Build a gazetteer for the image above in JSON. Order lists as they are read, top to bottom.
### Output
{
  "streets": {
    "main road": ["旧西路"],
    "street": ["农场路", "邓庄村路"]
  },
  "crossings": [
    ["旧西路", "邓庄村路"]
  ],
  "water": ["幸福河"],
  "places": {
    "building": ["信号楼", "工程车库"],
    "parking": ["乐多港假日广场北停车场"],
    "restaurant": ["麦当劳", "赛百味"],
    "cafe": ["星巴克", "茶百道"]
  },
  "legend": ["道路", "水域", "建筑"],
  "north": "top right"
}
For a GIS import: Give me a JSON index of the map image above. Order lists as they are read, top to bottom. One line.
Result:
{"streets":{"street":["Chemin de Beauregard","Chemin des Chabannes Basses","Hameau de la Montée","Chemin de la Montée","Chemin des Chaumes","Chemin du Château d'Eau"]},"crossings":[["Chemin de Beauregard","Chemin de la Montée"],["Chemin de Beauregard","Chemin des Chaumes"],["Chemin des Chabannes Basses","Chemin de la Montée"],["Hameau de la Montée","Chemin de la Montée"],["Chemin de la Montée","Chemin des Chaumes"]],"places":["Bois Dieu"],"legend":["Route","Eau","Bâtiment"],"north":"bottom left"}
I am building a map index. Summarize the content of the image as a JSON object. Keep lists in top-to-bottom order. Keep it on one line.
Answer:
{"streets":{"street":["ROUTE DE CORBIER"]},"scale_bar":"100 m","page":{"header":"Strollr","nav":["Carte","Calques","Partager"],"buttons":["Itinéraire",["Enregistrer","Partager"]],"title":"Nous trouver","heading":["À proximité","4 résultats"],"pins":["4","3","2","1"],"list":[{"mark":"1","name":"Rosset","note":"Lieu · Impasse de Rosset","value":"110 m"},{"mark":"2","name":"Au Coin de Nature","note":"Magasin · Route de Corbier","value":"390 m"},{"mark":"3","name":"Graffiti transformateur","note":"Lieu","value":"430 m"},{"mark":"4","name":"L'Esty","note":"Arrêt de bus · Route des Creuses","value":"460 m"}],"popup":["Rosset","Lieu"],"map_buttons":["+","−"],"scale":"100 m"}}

────

From the entries, report each line that includes the word "lists".

Build a gazetteer for the image above in JSON. Order lists as they are read, top to bottom.
For a GIS import: Give me a JSON index of the map image above. Order lists as they are read, top to bottom. One line.
I am building a map index. Summarize the content of the image as a JSON object. Keep lists in top-to-bottom order. Keep it on one line.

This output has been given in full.